「最近、太りの方はどうなの?」

 祖母は時々、私の体型を見て心配そうに聞いてくる。その度にちょっとだけ腹が立つ。

「変わらないよ。ばあびもでしょ。」

 ばあびというのは、私の祖母の呼び名だ。私はかなり太っているが、彼女もまたかなり太っている。50近く歳の差があるのに、周りから見たら私たちの身体の形はそっくりらしい。

「青嵐も私と同じ、渇きの病いなのかしら。困ったものね。」

 時々こんなやり取りをしてお互いを少し心配し合うが、長続きしない。すぐにこれから何を食べようか? という話で盛り上がる。祖母は数年前にコロナに感染し、入院治療で奇跡的に回復した。しかし命と引き換えに、自力で起き上がるだけのパワーを失っていた。去年傘寿を迎え、在宅で介護サービスを受けながら都内のマンションで母と二人暮らしをしている。ベッドに寝ている祖母の身体は、とても太っているが、平べったい。年を重ねる度にどんどん溶けていっているように見える。
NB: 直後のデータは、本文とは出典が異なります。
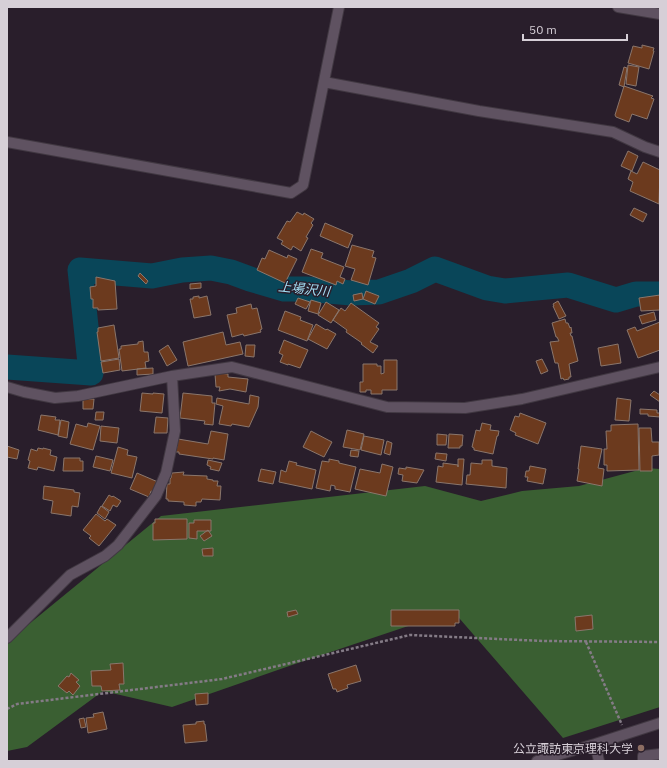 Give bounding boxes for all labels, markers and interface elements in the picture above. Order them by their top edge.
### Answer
scale bar [523,16,627,42]
text: 50 m [529,22,557,37]
water label: 上場沢川 [277,278,333,300]
place label: 公立諏訪東京理科大学 [513,741,633,756]
marker: 公立諏訪東京理科大学 [636,743,646,753] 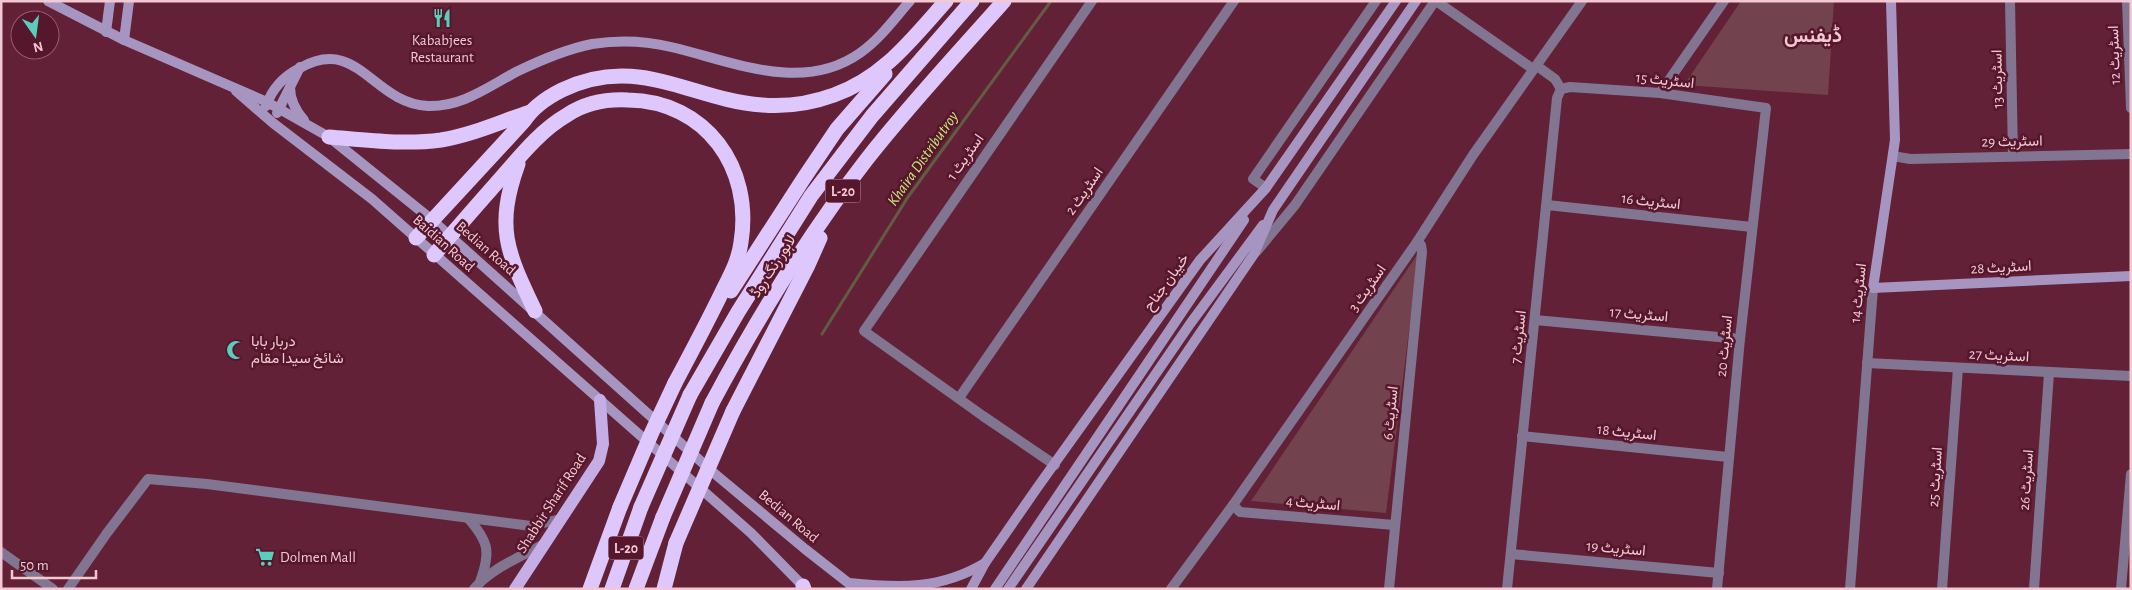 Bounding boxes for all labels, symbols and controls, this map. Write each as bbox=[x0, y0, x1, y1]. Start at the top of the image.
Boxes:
restaurant icon: Kababjees Restaurant bbox=[431, 7, 453, 29]
north arrow bbox=[10, 10, 60, 60]
district label: ڈیفنس bbox=[1784, 24, 1842, 47]
street label: اسٹریٹ 12 bbox=[2106, 25, 2124, 85]
place label: Kababjees Restaurant bbox=[410, 33, 474, 65]
text: N bbox=[31, 39, 44, 55]
street label: اسٹریٹ 13 bbox=[1989, 50, 2007, 108]
street label: اسٹریٹ 15 bbox=[1635, 70, 1695, 92]
water label: Khaira Distributroy bbox=[884, 108, 962, 209]
street label: اسٹریٹ 1 bbox=[944, 132, 987, 184]
street label: اسٹریٹ 29 bbox=[1981, 133, 2043, 151]
street label: اسٹریٹ 2 bbox=[1063, 165, 1107, 218]
road number: L-20 bbox=[826, 180, 860, 202]
street label: اسٹریٹ 16 bbox=[1620, 191, 1681, 213]
street label: Baidian Road bbox=[410, 212, 477, 275]
street label: Bedian Road bbox=[453, 219, 518, 278]
street label: لاہور رنگ روڈ bbox=[747, 232, 801, 301]
street label: خیبان جناح bbox=[1141, 251, 1194, 315]
street label: اسٹریٹ 28 bbox=[1970, 258, 2032, 278]
street label: اسٹریٹ 3 bbox=[1346, 262, 1390, 315]
street label: اسٹریٹ 14 bbox=[1848, 263, 1870, 324]
street label: اسٹریٹ 17 bbox=[1609, 304, 1669, 326]
street label: اسٹریٹ 7 bbox=[1508, 310, 1530, 365]
street label: اسٹریٹ 20 bbox=[1714, 314, 1736, 378]
place label: دربار بابا شائخ سیدا مقام bbox=[251, 334, 344, 369]
mosque icon: دربار بابا شائخ سیدا مقام bbox=[225, 339, 247, 361]
street label: اسٹریٹ 27 bbox=[1968, 346, 2029, 366]
street label: اسٹریٹ 6 bbox=[1380, 385, 1402, 441]
street label: اسٹریٹ 18 bbox=[1596, 422, 1657, 444]
street label: اسٹریٹ 25 bbox=[1926, 446, 1946, 508]
street label: اسٹریٹ 26 bbox=[2017, 449, 2037, 511]
street label: Shabbir Sharif Road bbox=[514, 451, 589, 556]
street label: Bedian Road bbox=[756, 487, 822, 546]
street label: اسٹریٹ 4 bbox=[1285, 494, 1341, 514]
road number: L-20 bbox=[608, 536, 644, 560]
street label: اسٹریٹ 19 bbox=[1586, 538, 1646, 560]
supermarket icon: Dolmen Mall bbox=[254, 546, 276, 568]
scale bar bbox=[12, 548, 96, 580]
place label: Dolmen Mall bbox=[280, 550, 356, 565]
text: 50 m bbox=[20, 558, 49, 573]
 祖母は私と同様、食べることが大好きだ。身体が自由に動かなくなってからは、食事は家族が作っている。今やテーブル代わりになってしまった平たく広がったお腹の上に、お気に入りのウィリアム・モリス柄のナプキンを載せて食事を待つ祖母の姿がたまらなく愛おしい。私にとって祖母は、最愛の人であり、ミューズであり、親友でもある。同居はしていないが近所に住んでいるので、ほぼ毎日会いに行っている。

 ところで、祖母の言う「渇きの病い」ってなんだろう。この言葉、なぜか妙に納得してしまう強さがある。祖母曰く、昔は食べても食べてもお腹が空くことをそう呼んだらしいが、説明を聞く前の方が腑に落ちる感じがする。なぜなら、私の場合はお腹が空いていることと、食べることが直接的に繋がっているわけではないからだ。確かに人よりは空腹感を感じやすいかもしれないが、お腹が空いていなくても食べたくなる時がよくある。空腹という言葉では補いきれない、ただ漠然とした渇きやすさを自覚している。